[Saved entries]
::::::
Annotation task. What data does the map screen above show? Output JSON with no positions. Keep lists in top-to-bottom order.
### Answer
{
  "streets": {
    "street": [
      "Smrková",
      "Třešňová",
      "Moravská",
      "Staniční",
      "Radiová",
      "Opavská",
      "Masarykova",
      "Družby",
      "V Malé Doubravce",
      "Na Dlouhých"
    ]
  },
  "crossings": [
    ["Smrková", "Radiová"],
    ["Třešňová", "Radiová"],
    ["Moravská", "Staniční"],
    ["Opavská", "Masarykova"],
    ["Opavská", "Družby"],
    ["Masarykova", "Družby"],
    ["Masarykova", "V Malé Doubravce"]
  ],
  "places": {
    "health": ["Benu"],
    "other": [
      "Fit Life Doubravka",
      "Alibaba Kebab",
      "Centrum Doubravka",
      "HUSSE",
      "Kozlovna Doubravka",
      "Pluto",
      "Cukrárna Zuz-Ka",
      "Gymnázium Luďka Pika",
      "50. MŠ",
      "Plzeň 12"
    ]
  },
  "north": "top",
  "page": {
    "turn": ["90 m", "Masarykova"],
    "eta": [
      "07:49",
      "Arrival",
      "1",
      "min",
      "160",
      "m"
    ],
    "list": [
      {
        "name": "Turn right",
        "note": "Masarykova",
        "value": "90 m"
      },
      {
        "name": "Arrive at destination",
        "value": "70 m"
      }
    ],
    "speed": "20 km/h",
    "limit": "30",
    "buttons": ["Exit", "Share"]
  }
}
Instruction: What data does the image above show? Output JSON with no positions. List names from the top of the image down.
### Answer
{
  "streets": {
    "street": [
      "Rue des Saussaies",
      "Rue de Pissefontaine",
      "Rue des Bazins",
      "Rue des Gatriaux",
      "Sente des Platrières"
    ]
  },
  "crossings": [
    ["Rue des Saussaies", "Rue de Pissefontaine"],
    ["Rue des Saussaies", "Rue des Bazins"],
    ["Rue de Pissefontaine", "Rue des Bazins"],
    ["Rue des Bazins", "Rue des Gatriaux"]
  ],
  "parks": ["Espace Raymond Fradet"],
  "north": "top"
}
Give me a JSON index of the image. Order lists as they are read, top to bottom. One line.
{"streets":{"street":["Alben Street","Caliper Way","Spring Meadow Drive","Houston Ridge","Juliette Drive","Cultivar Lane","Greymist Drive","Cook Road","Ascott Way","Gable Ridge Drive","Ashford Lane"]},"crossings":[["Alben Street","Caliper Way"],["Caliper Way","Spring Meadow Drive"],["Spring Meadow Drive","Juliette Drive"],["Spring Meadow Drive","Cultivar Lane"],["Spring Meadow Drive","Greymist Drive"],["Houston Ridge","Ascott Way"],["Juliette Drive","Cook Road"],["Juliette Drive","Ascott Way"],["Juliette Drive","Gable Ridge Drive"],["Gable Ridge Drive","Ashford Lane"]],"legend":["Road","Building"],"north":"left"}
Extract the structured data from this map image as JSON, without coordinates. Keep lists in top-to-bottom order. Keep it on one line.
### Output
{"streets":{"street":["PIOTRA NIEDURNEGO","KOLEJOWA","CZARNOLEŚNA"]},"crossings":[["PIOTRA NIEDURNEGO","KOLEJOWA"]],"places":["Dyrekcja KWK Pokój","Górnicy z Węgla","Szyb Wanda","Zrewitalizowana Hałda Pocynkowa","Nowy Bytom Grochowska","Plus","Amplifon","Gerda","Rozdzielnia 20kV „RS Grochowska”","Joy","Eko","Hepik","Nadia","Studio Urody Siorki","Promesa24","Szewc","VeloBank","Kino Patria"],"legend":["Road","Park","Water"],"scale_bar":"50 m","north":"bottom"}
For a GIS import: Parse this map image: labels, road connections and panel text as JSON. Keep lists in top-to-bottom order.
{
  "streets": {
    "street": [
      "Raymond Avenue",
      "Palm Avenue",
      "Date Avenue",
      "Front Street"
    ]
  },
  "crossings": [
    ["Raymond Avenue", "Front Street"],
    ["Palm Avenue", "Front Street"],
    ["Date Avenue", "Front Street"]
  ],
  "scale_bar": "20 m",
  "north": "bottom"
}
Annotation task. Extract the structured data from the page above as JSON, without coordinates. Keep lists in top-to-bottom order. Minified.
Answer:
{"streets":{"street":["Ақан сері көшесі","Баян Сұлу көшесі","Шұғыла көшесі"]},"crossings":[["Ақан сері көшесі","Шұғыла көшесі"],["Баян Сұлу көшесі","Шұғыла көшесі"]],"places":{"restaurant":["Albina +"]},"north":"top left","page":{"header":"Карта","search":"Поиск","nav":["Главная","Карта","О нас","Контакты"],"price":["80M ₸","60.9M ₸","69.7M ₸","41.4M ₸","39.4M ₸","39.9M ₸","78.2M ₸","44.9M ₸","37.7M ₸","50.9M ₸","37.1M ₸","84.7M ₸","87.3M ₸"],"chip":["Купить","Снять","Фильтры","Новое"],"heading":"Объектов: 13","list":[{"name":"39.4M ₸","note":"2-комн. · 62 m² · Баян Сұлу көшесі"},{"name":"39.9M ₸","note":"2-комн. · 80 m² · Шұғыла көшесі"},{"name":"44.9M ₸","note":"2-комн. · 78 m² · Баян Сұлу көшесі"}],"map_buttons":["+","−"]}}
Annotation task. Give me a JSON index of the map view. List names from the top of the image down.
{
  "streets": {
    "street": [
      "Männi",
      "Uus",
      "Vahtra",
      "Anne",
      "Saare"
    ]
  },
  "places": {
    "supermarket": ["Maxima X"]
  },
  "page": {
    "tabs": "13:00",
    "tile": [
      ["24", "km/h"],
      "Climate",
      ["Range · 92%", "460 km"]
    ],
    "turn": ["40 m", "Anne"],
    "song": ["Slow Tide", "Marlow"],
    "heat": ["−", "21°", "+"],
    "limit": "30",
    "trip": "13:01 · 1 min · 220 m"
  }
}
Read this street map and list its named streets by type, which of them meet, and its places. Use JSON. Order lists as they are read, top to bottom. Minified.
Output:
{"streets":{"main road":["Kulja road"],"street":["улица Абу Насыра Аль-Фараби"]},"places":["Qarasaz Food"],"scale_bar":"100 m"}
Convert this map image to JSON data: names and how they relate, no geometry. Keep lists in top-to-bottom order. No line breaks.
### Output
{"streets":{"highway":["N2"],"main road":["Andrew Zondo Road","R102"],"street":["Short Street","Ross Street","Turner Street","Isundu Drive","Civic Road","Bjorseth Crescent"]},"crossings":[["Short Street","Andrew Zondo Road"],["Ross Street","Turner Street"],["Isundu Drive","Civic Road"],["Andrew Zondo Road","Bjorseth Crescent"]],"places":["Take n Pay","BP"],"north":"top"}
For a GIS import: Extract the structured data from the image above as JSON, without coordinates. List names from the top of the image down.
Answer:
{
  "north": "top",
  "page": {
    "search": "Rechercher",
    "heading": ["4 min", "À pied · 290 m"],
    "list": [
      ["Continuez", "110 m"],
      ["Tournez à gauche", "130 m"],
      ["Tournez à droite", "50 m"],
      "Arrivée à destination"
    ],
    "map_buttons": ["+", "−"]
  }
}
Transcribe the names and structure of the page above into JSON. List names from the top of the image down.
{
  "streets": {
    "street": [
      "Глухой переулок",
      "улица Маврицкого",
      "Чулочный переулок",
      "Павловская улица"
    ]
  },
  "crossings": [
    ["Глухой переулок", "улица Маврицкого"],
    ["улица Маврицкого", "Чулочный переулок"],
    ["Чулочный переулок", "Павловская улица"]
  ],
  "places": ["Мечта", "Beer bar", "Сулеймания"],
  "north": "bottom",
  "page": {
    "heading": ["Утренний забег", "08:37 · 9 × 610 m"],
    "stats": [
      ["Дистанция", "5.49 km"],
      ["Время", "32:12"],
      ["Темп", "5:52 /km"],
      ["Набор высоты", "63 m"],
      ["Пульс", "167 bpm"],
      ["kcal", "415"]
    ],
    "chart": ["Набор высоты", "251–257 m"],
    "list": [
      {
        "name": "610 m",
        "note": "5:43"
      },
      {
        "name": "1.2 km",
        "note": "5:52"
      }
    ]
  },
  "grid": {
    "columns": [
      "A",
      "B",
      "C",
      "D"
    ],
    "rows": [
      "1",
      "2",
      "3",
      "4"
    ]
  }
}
::::::
__WHAT IS NEEDED__
Among the records above, repeat exactly the line with "Read this street", the line with "For a GIS import: Extract", and every line in between, and only those.

__EXERCISE RESPONSE__
Read this street map and list its named streets by type, which of them meet, and its places. Use JSON. Order lists as they are read, top to bottom. Minified.
Output:
{"streets":{"main road":["Kulja road"],"street":["улица Абу Насыра Аль-Фараби"]},"places":["Qarasaz Food"],"scale_bar":"100 m"}
Convert this map image to JSON data: names and how they relate, no geometry. Keep lists in top-to-bottom order. No line breaks.
### Output
{"streets":{"highway":["N2"],"main road":["Andrew Zondo Road","R102"],"street":["Short Street","Ross Street","Turner Street","Isundu Drive","Civic Road","Bjorseth Crescent"]},"crossings":[["Short Street","Andrew Zondo Road"],["Ross Street","Turner Street"],["Isundu Drive","Civic Road"],["Andrew Zondo Road","Bjorseth Crescent"]],"places":["Take n Pay","BP"],"north":"top"}
For a GIS import: Extract the structured data from the image above as JSON, without coordinates. List names from the top of the image down.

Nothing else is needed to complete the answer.